The practice of artistic research is open-ended, messy, and uncertain. Researching artists are making, questioning, refuting, hoping – and all this at the same time. They are concerned with an idea, a claim, a technology, an experience, a question, and they are working on it, assembling new ideas, claims, technologies, and questions in the process. Yet when we reflect on this practice of doing artistic research, we are often trapped in dualisms: art and science, words and worlds, art practice and art writing, discursive and embodied knowledge, original art works and their representations. To look more in detail at the first dualism, between art and science, one often finds oneself rehearsing cliché notions of what characterizes art as well as science. Art becomes a paragon of unmethodological, autonomous and intuitive work, while science appears uncreative, methodological and articulate. This dichotomy serves an important purpose: it creates space for a notion of artistic research as a potent mixture of the two or a productive middle ground. The normative task that then emerges is to sort out what features, practices, norms from each side can be taken up by artistic research without immediately collapsing the preciously gained turf to one or the other originating fields.
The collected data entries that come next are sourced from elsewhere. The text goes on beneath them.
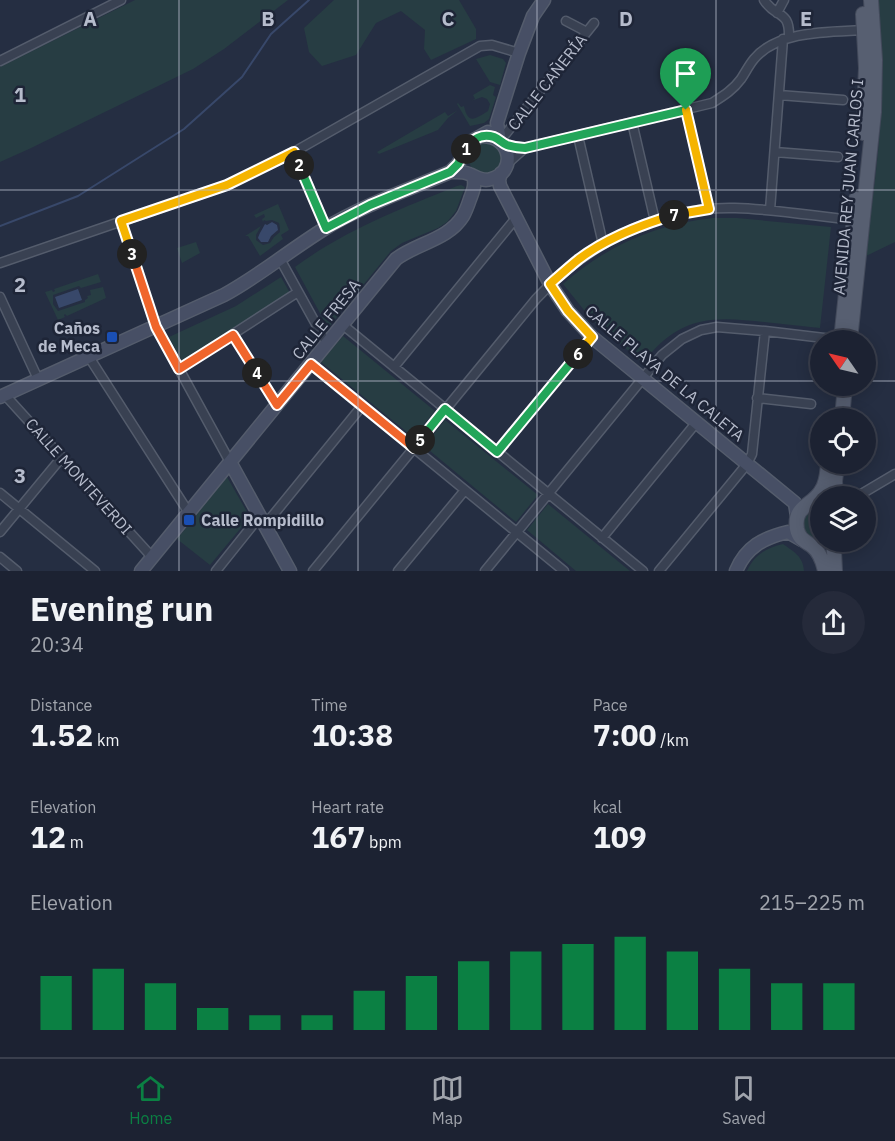 <!DOCTYPE html>
<meta charset="utf-8">
<style>
:root{--surface:#1c2232;--page:#252a3a;--text:#f1f3f6;--muted:#a0a4ac;--line:#3a3f4d;--accent:#0b8043}
body{margin:0;font-family:"IBM Plex Sans",sans-serif;background:var(--page);color:var(--text);height:100vh;display:flex;flex-direction:column;font-size:22px;white-space:nowrap}
*{box-sizing:border-box;margin:0}
p{font-size:20px;color:var(--muted)}
.icon{flex:none;width:33px;height:33px;fill:none;stroke:currentColor;stroke-width:2;stroke-linecap:round;stroke-linejoin:round}
.map{position:relative;height:571px;overflow:hidden}
.details{display:flex;flex-direction:column;background:var(--surface);flex:1}
.details>*{flex:none}
.needle{width:39px;rotate:304deg}
.controls{position:absolute;left:810px;top:330px;display:grid;gap:12px}
.controls a{display:grid;place-items:center;width:66px;height:66px;border-radius:50%;background:var(--surface);box-shadow:0 3px 15px #0003,0 0 0 2px var(--line);font-size:30px}
.pin{position:absolute;display:grid;place-items:center;width:51px;height:51px;color:#fff;margin:-62px -26px;border-radius:50% 50% 50% 0;rotate:-45deg;box-shadow:0 0 6px #0007}
.pin .icon{rotate:45deg}
.km{position:absolute;width:30px;height:30px;margin:-15px;border-radius:50%;background:#222;color:#fff;font-size:16px;line-height:30px;text-align:center}
.round{display:grid;place-items:center;flex:none;width:63px;height:63px;border-radius:32px;background:var(--page)}
.head{display:flex;align-items:center;justify-content:space-between;height:102px;padding:0 30px}
h1{font-size:33px;font-weight:700;line-height:45px}
.stats{display:grid;grid-template-columns:repeat(3,1fr);gap:9px;height:102px;padding:6px 30px}
.stats div{display:grid;align-content:center}
.stats b{font-size:30px;font-weight:700}
.stats small{font-size:16px;font-weight:400}
.stats p{font-size:16px}
.chart{height:168px;padding:12px 30px}
.chart p{display:flex;justify-content:space-between}
.chart svg{width:100%;height:108px;margin-top:6px;stroke:var(--accent);stroke-width:6}
.tab-bar{display:flex;justify-content:space-around;align-items:center;height:84px;border-top:2px solid var(--line);background:var(--surface);font-size:16px;color:var(--muted)}
.tab-bar a{display:grid;justify-items:center;gap:3px}
.tab-bar .on{color:var(--accent)}
.map>svg:first-child{display:block}
.green{fill:#273d43}
.water{fill:#38486a}
.lines{fill:none;stroke-linecap:round;stroke-linejoin:round}
.stream{stroke:#38486a;stroke-width:2}
.street-casing{stroke:#545c6c;stroke-width:11}
.secondary-casing{stroke:#545c6c;stroke-width:15}
.primary-casing{stroke:#434a5b;stroke-width:16}
.street{stroke:#394152;stroke-width:8}
.secondary{stroke:#474f65;stroke-width:12}
.primary{stroke:#575f71;stroke-width:14}
.split-1-casing{stroke:#fff;stroke-width:12}
.split-2-casing{stroke:#fff;stroke-width:12}
.split-3-casing{stroke:#fff;stroke-width:12}
.split-4-casing{stroke:#fff;stroke-width:12}
.split-5-casing{stroke:#fff;stroke-width:12}
.split-6-casing{stroke:#fff;stroke-width:12}
.split-7-casing{stroke:#fff;stroke-width:12}
.split-8-casing{stroke:#fff;stroke-width:12}
.split-1{stroke:#22a559;stroke-width:8}
.split-2{stroke:#22a559;stroke-width:8}
.split-3{stroke:#f5b400;stroke-width:8}
.split-4{stroke:#f0652b;stroke-width:8}
.split-5{stroke:#f0652b;stroke-width:8}
.split-6{stroke:#22a559;stroke-width:8}
.split-7{stroke:#f5b400;stroke-width:8}
.split-8{stroke:#f5b400;stroke-width:8}
.grid{fill:none;stroke:#b6bccc;stroke-width:1.5;stroke-opacity:0.55}
.transit-dot{fill:#1a4fb4;stroke:#1e2537;stroke-width:2}
.labels{text-anchor:middle;stroke-width:5;stroke-linejoin:round;paint-order:stroke}
.street-label{font-size:16px;fill:#b6bccc;stroke:#1e2537}
.poi-label{font-size:16px;font-weight:bold;fill:#b6bccc;stroke:#1e2537;text-anchor:end}
.grid-label{font-size:20px;text-anchor:middle;font-weight:bold;fill:#b6bccc;stroke:#1e2537;stroke-width:5;stroke-linejoin:round;paint-order:stroke}
</style>
<div class="map">
<svg width="895" height="571" viewBox="0 0 895 571">
<rect width="100%" height="100%" fill="#252e42"/>
<path class="green" d="M135 0H288L224 49 193 69 29 149 0 162V67Z
M334 0H459L476 29V39L431 60 424 49 425 30 401 11 376 23 356 55 322 66 309 52 304 28Z
M878 0H895V242L866 256C872 200 881 144 882 87 883 58 881 29 878 0Z
M490 55 503 59 506 63 500 85 490 82 476 59Z
M490 85 495 87 493 95 496 97 489 119 484 123 470 126 457 104 458 103 461 107 464 106C468 125 475 119 488 111L490 104 487 99 482 97 471 101 475 99 473 95Z
M458 110 448 118 438 130 379 154 377 152 445 112 448 116Z
M487 141 501 150C503 165 501 170 486 175L472 169C467 160 467 150 476 144 479 142 483 142 487 141Z
M461 185 465 187 456 211 447 222 438 228 402 243 391 251 328 328 295 267C347 229 398 210 457 186Z
M278 204 289 230 281 235 283 239 260 256 248 236H245L261 226 256 235V240L263 245 270 243 274 237 280 232V228L279 223 272 220 266 221 264 220 263 222 262 219 265 217 264 214 256 218 254 215Z
M713 218H737L831 227 820 328C801 326 783 324 764 322 734 319 704 315 677 331 663 339 652 351 643 363L592 320 563 284C606 246 656 224 713 218Z
M196 242 200 253 182 263 177 248Z
M98 274 101 282 81 288 79 286 53 295V304L58 311 85 302V300L88 298 87 296 91 295 90 290 103 287 106 298 67 316 65 314 64 315 65 317 58 320 45 292 52 290 53 292 55 291 54 289Z
M281 277 290 293 182 361 169 337 236 306Z
M343 336 435 411 413 437 321 362Z
M445 420 538 495 516 522 424 446Z
M227 477 250 517 210 565 177 539Z
M548 504 630 571H576L527 530Z
M820 506V541C797 538 797 509 820 506Z
M783 544C794 552 803 556 804 571H747C754 555 766 548 783 544Z"/>
<path class="water" d="M272 222 277 225 278 230 271 236 268 242H261L258 238C259 234 263 228 265 224L267 225Z
M78 289 82 300 59 308 55 297Z"/>
<g class="lines">
<path class="stream" d="M0 226 78 196 184 129 242 77 271 34 309 0"/>
<defs>
<path id="street" d="M764 0C776 19 790 9 789 38
M777 13 784 0
M566 21 587 32
M0 61 121 0
M779 95 843 100
M686 110 709 209
M632 122 655 221
M578 136 603 244
M500 141 594 23
M503 143 511 146 525 148 712 103C723 96 733 90 741 79 745 73 749 65 754 59 778 30 829 32 864 30
M294 152 326 228
M775 152 838 157
M507 164 525 148
M770 210 783 39
M121 221 156 327 230 462
M280 259 327 344
M0 263 227 185 294 152 480 46 492 45 519 53
M0 297 38 379
M343 325 643 571
M233 335 277 405
M89 357 189 513
M311 364 564 571
M394 367 516 218
M179 369 298 292
M5 395 152 557
M757 398 811 404
M497 451 592 337
M0 493 95 571
M858 496 895 474
M265 525 362 406
M0 532 62 457
M602 538 696 423
M0 557 17 571
M216 571 260 516
M313 571 536 299C587 244 658 206 735 208 774 209 814 216 853 220
M398 571 465 490
M485 571 662 355 682 339 701 330 717 327 765 331 841 340
M659 571 747 464 752 454 765 331"/>
<path id="secondary" d="M500 141 497 123 519 53 533 16 544 0
M450 172 458 164 470 142 488 132
M501 173 499 180 500 186 550 284 568 311 592 337 795 503 797 516
M0 397 224 295C259 276 290 250 324 229 363 205 408 190 450 172 457 172 463 171 469 174 477 177 483 182 491 179 516 173 513 137 483 136
M230 462 290 571
M141 571 396 259C417 243 448 240 463 216 466 211 468 205 470 199 473 191 476 185 473 176
M736 571C746 547 763 538 788 532L802 540"/>
<path id="primary" d="M863 133 866 68 863 14
M841 340 856 199
M850 340 874 112 875 60 871 0
M842 418 845 386
M836 496 835 481 837 466
M825 571C823 562 820 552 812 546 805 541 799 539 797 529 793 506 812 506 821 491 827 483 827 473 828 464
M835 571 834 551 837 542"/>
</defs>
<use href="#street" class="street-casing"/>
<use href="#secondary" class="secondary-casing"/>
<use href="#primary" class="primary-casing"/>
<use href="#street" class="street"/>
<use href="#secondary" class="secondary"/>
<use href="#primary" class="primary"/>
</g>
<g class="lines">
<defs>
<path id="split-1" d="M466 149C472 139 482 133 494 137 499 139 502 143 507 145 513 147 519 148 525 148L686 110"/>
<path id="split-2" d="M299 165 326 228 370 205 450 172 458 164 466 149"/>
<path id="split-3" d="M132 254 121 221 227 185 294 152 299 165"/>
<path id="split-4" d="M132 254 156 327 179 369 233 335 257 373"/>
<path id="split-5" d="M257 373 277 405 311 364 414 448 420 440"/>
<path id="split-6" d="M420 440 445 409 497 452 578 354"/>
<path id="split-7" d="M578 354 592 337 568 311 550 284C559 276 569 267 579 259 607 238 640 225 674 215"/>
<path id="split-8" d="M674 215 709 209 686 110"/>
</defs>
<use href="#split-1" class="split-1-casing"/>
<use href="#split-2" class="split-2-casing"/>
<use href="#split-3" class="split-3-casing"/>
<use href="#split-4" class="split-4-casing"/>
<use href="#split-5" class="split-5-casing"/>
<use href="#split-6" class="split-6-casing"/>
<use href="#split-7" class="split-7-casing"/>
<use href="#split-8" class="split-8-casing"/>
<use href="#split-1" class="split-1"/>
<use href="#split-2" class="split-2"/>
<use href="#split-3" class="split-3"/>
<use href="#split-4" class="split-4"/>
<use href="#split-5" class="split-5"/>
<use href="#split-6" class="split-6"/>
<use href="#split-7" class="split-7"/>
<use href="#split-8" class="split-8"/>
</g>
<path class="grid" d="M179 0V571M358 0V571M537 0V571M716 0V571M0 190H895M0 381H820M866 381H895"/>
<g class="transit-dot">
<rect x="106" y="331" width="12" height="12" rx="3"/>
<rect x="183" y="514" width="12" height="12" rx="3"/>
</g>
<g class="labels">
<g class="street-label">
<text transform="translate(547 82) rotate(-52)" y="6">CALLE CAÑERÍA</text>
<text transform="translate(848 187) rotate(-85)" y="6">AVENIDA REY JUAN CARLOS I</text>
<text transform="translate(326 319) rotate(-51)" y="6">CALLE FRESA</text>
<text transform="translate(665 373) rotate(40)" y="6">CALLE PLAYA DE LA CALETA</text>
<text transform="translate(79 476) rotate(48)" y="6">CALLE MONTEVERDI</text>
</g>
<g class="poi-label">
<text x="100" y="334">Caños<tspan x="100" dy="18">de Meca</tspan></text>
<text x="201" y="526" text-anchor="start">Calle Rompidillo</text>
</g>
</g>
<g class="grid-label">
<text x="90" y="26">A</text>
<text x="268" y="26">B</text>
<text x="448" y="26">C</text>
<text x="626" y="26">D</text>
<text x="806" y="26">E</text>
<text x="20" y="102">1</text>
<text x="20" y="292">2</text>
<text x="20" y="483">3</text>
</g>
</svg>
<div class="controls">
<a><svg class="needle" viewBox="-14 -14 28 28"><path d="M0-13l5 13h-10z" fill="#e53935"/><path d="M0 13l5-13h-10z" fill="#a0a4ac"/></svg></a>
<a><svg class="icon" aria-label="locate" viewBox="0 0 24 24"><circle cx="12" cy="12" r="6"/><path d="M12 2v4M12 18v4M2 12h4M18 12h4"/></svg></a>
<a><svg class="icon" aria-label="layers" viewBox="0 0 24 24"><path d="M12 4l9 5-9 5-9-5zM3 14l9 5 9-5"/></svg></a>
</div>
<div class="pin" style="left:686px;top:110px;background:#1e9e55"><svg class="icon" aria-label="arrive" viewBox="0 0 24 24"><path d="M6 21V4h12l-3 4 3 4H6"/></svg></div>
<b class="km" style="left:466px;top:149px">1</b>
<b class="km" style="left:299px;top:165px">2</b>
<b class="km" style="left:132px;top:254px">3</b>
<b class="km" style="left:257px;top:373px">4</b>
<b class="km" style="left:420px;top:440px">5</b>
<b class="km" style="left:578px;top:354px">6</b>
<b class="km" style="left:674px;top:215px">7</b>
</div>
<section class="details">
<div class="head"><div><h1>Evening run</h1><p>20:34</p></div><a class="round"><svg class="icon" aria-label="share" viewBox="0 0 24 24"><path d="M12 15V3M7 8l5-5 5 5M5 13v7h14v-7"/></svg></a></div>
<div class="stats">
<div><p>Distance</p><b>1.52<small> km</small></b></div>
<div><p>Time</p><b>10:38</b></div>
<div><p>Pace</p><b>7:00<small> /km</small></b></div>
</div>
<div class="stats">
<div><p>Elevation</p><b>12<small> m</small></b></div>
<div><p>Heart rate</p><b>167<small> bpm</small></b></div>
<div><p>kcal</p><b>109</b></div>
</div>
<div class="chart"><p><span>Elevation</span>215–225 m</p>
<svg viewBox="0 0 160 44" preserveAspectRatio="none"><path d="M5 44V22M15 44V19M25 44V25M35 44V35M45 44V38M55 44V38M65 44V28M75 44V22M85 44V16M95 44V12M105 44V9M115 44V6M125 44V12M135 44V19M145 44V25M155 44V25"/></svg>
</div>
</section>
<nav class="tab-bar">
<a class="on"><svg class="icon" aria-label="home" viewBox="0 0 24 24"><path d="M3 11l9-7 9 7M6 9v11h12V9"/></svg>Home</a>
<a><svg class="icon" aria-label="map" viewBox="0 0 24 24"><path d="M3 6l6-2 6 2 6-2v14l-6 2-6-2-6 2zM9 4v14M15 6v14"/></svg>Map</a>
<a><svg class="icon" aria-label="saved" viewBox="0 0 24 24"><path d="M7 4h10v16l-5-4-5 4z"/></svg>Saved</a>
</nav>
The problem of how to retain the productive middle ground is also prominent when we discuss the exposition of art as research. How is the exposition is to be related to the art practice it sets out to expose? To what extent does the exposition enable the artist to present her work as knowledge? Do the various ways in which the work of art is communicated as research make a difference to what can actually be known through the exposition? In my presentation, I argue that the field of science and technology studies (STS) offers valuable strategies to answer some of these pressing questions. In mobilizing insights from STS, and more specifically building on the work of Bruno Latour, I will suggest new ways of thinking about the exposition of artistic research. Central in this line of thought is the notion of ‘matters of concern’ (Latour 2004; Latour 2005a). Rather than staying within the representational register that characterizes much dualist thinking, I will argue in a performative register that focuses on the ‘work of art’ as an ongoing endeavor of assembling agencies, rather than constructing a finished work that can be (re)presented in a more or less unproblematic way.
Biography
Peter Peters studied sociology in Groningen, the Netherlands, with a minor in musicology. He is senior lecturer at the Department of Philosophy of the Faculty of Arts and Social Sciences at Maastricht University. Currently, he is teaching an Artistic Research track in the Master’s of Arts & Culture. In 2008 he was appointed as professor in the research centre ‘Autonomy and the public sphere in the Arts’ of the arts faculties of Zuyd University, Maastricht. In his inaugural address Grensverkeer. Over praktijkonderzoek voor de kunsten [Border Traffic. On practice based research for the Arts], he critically considers the discourse on artistic research. His research topics are artistic research, new aesthetic spaces, site-specific art as context for engaged research, and art in relation to mobile worlds. He is Associate Editor of the Journal for Artistic Research (JAR).